### TASK GOAL
Work through the entries below and show every line in which "align" is found.

Collected data:
_ _ _ _

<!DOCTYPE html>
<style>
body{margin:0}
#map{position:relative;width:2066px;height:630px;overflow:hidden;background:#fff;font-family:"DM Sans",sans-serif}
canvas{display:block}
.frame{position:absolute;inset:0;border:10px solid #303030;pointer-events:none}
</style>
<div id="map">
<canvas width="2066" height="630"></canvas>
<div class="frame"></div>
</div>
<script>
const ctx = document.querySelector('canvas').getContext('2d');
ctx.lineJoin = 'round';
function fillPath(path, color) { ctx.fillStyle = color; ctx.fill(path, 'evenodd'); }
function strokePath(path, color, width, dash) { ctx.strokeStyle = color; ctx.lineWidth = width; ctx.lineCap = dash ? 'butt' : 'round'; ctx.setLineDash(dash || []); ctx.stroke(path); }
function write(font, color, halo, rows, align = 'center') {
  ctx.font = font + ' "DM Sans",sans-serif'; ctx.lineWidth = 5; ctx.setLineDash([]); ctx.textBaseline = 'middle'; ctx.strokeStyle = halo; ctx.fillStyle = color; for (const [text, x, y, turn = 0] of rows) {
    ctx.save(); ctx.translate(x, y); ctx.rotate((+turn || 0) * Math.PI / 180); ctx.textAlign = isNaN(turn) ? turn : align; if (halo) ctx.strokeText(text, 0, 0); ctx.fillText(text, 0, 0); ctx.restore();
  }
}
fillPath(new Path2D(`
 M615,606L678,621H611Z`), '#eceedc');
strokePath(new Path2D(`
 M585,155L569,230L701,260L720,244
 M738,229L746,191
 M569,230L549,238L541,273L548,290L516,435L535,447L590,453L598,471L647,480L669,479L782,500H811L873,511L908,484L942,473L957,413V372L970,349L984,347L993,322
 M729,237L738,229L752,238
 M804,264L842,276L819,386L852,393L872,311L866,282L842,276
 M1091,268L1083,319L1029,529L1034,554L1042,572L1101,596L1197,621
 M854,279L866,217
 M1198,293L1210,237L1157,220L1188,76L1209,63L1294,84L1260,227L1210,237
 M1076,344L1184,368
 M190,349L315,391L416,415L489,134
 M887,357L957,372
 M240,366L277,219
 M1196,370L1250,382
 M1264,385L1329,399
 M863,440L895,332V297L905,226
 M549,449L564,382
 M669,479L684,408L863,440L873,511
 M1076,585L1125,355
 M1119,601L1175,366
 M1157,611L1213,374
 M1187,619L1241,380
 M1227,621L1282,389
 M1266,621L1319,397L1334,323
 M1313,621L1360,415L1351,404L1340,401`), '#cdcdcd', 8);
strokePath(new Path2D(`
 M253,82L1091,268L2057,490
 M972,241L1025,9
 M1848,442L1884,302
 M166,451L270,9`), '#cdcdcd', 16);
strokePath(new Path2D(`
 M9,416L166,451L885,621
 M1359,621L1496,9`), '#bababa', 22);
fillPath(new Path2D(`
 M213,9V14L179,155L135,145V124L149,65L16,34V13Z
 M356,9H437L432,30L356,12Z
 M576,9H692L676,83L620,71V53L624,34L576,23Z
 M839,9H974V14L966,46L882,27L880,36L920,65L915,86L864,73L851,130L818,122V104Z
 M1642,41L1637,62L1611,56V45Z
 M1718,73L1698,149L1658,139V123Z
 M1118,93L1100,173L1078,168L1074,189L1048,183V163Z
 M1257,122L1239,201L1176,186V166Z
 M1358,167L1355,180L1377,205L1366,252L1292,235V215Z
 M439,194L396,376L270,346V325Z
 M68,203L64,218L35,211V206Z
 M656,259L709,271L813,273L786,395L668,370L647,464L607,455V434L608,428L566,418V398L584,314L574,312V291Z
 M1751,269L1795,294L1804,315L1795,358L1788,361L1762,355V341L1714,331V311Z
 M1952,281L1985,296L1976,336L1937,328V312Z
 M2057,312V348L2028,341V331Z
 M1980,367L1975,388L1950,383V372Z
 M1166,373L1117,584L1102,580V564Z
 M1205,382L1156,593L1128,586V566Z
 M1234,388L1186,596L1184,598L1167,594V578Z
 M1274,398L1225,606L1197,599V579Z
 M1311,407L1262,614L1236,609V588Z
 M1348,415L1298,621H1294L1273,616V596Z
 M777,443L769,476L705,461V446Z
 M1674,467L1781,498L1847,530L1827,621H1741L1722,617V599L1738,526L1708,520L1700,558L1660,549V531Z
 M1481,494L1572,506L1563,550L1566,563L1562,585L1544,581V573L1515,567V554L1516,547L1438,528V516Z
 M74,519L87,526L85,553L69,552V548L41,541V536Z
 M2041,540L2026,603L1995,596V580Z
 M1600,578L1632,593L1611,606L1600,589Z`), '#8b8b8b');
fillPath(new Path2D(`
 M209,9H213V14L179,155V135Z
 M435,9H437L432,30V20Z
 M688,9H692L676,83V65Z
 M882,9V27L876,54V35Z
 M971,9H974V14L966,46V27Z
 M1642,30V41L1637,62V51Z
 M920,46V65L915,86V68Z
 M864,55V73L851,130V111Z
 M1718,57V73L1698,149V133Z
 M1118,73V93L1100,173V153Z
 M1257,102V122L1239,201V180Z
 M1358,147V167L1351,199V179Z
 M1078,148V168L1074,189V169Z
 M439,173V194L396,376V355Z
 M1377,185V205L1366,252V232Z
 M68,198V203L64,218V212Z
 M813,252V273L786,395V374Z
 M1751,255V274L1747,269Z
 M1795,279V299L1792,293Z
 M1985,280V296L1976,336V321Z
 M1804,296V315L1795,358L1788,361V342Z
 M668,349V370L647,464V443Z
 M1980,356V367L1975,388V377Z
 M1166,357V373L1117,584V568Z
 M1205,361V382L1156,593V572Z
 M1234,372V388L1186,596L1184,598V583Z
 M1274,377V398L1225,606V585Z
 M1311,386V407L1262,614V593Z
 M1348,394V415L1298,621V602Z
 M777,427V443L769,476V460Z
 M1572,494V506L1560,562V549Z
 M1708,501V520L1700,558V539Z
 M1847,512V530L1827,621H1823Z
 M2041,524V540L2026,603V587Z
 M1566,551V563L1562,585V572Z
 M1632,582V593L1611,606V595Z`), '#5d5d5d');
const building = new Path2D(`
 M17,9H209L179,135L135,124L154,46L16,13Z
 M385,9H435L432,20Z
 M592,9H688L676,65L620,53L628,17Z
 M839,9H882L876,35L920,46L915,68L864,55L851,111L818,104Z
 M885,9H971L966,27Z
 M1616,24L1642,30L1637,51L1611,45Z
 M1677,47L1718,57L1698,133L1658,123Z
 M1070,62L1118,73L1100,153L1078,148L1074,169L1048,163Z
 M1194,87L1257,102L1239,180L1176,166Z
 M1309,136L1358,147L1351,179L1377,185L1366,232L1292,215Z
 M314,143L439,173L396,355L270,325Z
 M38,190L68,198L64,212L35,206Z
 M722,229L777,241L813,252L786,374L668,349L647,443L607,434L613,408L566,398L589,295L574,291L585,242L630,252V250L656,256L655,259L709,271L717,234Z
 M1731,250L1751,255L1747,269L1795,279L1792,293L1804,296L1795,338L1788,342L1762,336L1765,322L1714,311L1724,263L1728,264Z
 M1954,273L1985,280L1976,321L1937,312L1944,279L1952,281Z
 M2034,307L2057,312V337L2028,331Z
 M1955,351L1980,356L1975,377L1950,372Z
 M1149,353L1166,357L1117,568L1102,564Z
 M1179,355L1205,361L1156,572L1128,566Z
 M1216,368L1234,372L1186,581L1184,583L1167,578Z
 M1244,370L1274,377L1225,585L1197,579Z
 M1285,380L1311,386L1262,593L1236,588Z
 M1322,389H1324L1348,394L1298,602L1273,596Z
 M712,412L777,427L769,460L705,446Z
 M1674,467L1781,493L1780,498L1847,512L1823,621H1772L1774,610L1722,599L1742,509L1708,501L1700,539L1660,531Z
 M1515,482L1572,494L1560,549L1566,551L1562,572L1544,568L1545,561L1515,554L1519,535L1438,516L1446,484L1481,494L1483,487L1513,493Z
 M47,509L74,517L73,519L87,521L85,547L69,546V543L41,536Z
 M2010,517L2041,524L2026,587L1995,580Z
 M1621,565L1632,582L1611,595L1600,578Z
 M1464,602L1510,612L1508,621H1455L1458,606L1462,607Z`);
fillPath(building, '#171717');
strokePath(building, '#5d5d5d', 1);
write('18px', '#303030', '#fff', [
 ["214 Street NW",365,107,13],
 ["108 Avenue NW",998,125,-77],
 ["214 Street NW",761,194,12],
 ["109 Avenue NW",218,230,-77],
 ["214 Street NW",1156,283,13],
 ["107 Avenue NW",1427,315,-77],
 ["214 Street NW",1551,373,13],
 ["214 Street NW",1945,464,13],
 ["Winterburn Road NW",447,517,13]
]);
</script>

_ _ _ _

### RESPONSE FOR THIS EXERCISE
function write(font, color, halo, rows, align = 'center') {
    ctx.save(); ctx.translate(x, y); ctx.rotate((+turn || 0) * Math.PI / 180); ctx.textAlign = isNaN(turn) ? turn : align; if (halo) ctx.strokeText(text, 0, 0); ctx.fillText(text, 0, 0); ctx.restore();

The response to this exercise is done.